This is a vanishing frontier, and as designers and critics of visual culture, we should be aware of this fact: that media are increasingly becoming _part_ of what they represent. They are not just mirrors, that reflect whatever is fed into them they are in the true sense interpreting what they mediate. This interpretational character of media has, at least subconsciously, been acknowledged as soon as an advertisement stated: "as seen on TV", suggesting that the product represented on TV had, by that token, acquired a higher level of reality and reliability.
Through our media, we think we are exerting control over our environment. This can only be understood, if we think control in terms of information, and not directly in terms of material reality: We feel slightly at a loss when confronted with undiluted reality, because we dont know how to interpret it. In the process of mediation, however, reality acquires contexts that enable us to interpret the information embedded in it
Without an interface that facilitates interpretation, information is chaos. So, in my view, the first task of communication design is: to provide an interface. Design theorist Guy Bonsiepe has this to say about interfaces:
That is a very interesting remark: "the interface creates the tool". Without the interface, the tool does not exist as information. We have no way of knowing what to do with a computer, if there is not a set of tools designed to make us understand and manipulate this instrument. Again, in traditional tools, the form of the tool would tell us what we could do with it. It is quite apparent what you can do with a hammer or a scissor. Our new electronic tools lack that self evidence. In terms of communication, it is strange to see people who stand next to each other chatting through the interface of their computers. What about old fashioned conviviality? On the other hand, what is wrong with simulated conviviality, if it provides an environment for genuine exchange of information?
Media facilitate conviviality this is, I think, a notion that should become more embedded in the profession of design: designers create interfaces for people to inform themselves, communicate with others, play with each other. Interactivity becomes a fundamental part of design, the moment we start to see it less in terms of unilateral presentation of information, but in terms of how the recipients of that information can act on it. This is what Bonsiepe means when he says that "The design of the interface determines the scope for action by the user of products".
Designers who forget the fact that what they do facilitates others in doing things they want to do, often leads to a dramatic loss of functionality. You can of course play with your users frustrations, as does this delicate little piece by a graphic design student from Detroit, but the bottom line for communication designers in a mediated culture is to not only know what their product means from the inside (that is, on the basis of what the client wants, or what the brief is), but to orchestrate the relationship of the message with the world that surrounds it.
Without this constant flow of information, of communication, of identification through visual and verbal information, we can hardly exist anymore. The media through which we become who we are have a message: if you are not privy to this new communication space, you simply cannot communicate in the modern world.

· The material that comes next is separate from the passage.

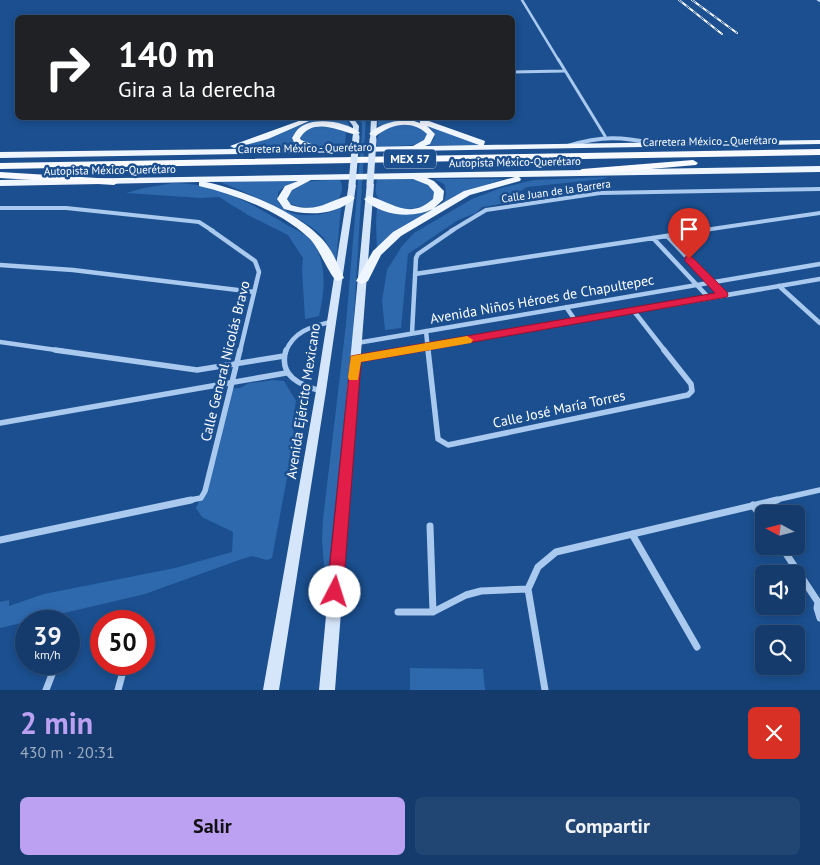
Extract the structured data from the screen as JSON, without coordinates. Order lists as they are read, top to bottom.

From my own experience, I can tell that our new communication media facilitate intense contact over long distances my girlfriend and I live 750 kilometers apart, and we value the ways media can bridge the lack of physical communication when we are not together. I rely on design to make that experience possible. How do my media enable me to communicate with my love? How do they facilitate conviviality? Of course, it is up to me and my partners in communication to make our being together through the media available to us a rich and fulfilling one. But the design of the medium dictates the frontiers of our creativity. In a mediated culture, we are alone, when our media fail us. Communication design helps us to cross the frontier of immediacy: by giving us the tools to mediate. iconic We live in an iconic world. Icons summarize a culture of images. Every message around us, whether printed, televised, or published on the internet, every message has a meaning, not just in itself, but as part of all the other information that surrounds us.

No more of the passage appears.